■ **WHAT IS BEING ASKED**:
Scan the entries that follow and give only the number of lines containing "هفتم".

■ **THE RECORDS**:
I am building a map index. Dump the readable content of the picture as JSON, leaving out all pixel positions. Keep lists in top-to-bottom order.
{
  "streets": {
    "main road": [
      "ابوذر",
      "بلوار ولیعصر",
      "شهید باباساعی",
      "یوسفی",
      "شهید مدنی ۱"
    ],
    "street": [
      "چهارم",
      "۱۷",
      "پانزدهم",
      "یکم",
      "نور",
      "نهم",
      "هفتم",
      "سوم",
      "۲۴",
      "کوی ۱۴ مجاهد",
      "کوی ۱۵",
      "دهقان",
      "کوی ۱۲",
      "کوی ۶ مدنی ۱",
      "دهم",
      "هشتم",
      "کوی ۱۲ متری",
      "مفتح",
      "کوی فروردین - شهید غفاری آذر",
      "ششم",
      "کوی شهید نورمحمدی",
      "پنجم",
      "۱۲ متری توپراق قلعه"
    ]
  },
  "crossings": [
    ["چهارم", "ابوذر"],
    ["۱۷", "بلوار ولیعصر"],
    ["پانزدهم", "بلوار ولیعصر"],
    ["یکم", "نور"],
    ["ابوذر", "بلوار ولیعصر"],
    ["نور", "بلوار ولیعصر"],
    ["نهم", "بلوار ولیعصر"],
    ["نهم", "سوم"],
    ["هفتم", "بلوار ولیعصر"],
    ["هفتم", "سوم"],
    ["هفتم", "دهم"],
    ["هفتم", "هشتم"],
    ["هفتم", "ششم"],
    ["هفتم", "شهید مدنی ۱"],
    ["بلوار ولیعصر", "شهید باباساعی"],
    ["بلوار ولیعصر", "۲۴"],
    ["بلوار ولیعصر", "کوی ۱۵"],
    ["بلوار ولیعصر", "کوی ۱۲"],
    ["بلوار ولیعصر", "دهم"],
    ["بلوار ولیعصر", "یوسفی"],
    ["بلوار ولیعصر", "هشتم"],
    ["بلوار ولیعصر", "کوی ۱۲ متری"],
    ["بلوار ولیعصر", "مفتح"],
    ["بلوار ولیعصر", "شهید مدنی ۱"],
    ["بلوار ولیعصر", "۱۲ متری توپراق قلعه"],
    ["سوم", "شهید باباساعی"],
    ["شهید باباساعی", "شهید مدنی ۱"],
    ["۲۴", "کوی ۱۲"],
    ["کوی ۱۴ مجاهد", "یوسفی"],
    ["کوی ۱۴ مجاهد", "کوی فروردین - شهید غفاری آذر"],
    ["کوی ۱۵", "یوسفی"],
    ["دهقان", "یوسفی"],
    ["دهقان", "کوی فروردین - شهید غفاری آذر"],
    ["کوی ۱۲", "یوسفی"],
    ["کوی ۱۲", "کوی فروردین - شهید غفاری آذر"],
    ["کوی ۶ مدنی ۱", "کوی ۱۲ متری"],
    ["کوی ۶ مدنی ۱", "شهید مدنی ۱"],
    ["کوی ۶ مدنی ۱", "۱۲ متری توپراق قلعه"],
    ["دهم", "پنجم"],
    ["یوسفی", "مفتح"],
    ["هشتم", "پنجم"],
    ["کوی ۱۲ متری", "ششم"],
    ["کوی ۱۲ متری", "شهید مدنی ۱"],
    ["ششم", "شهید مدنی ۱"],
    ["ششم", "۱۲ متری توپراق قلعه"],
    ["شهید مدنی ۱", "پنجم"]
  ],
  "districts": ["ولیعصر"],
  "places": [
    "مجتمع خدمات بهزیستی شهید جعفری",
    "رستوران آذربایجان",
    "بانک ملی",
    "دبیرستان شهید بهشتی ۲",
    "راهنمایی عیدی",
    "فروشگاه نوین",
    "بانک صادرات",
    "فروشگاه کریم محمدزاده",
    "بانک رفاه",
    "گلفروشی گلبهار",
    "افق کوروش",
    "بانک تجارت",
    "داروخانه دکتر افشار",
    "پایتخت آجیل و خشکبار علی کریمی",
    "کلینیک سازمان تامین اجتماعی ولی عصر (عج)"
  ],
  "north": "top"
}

■ **EXERCISE RESPONSE**:
7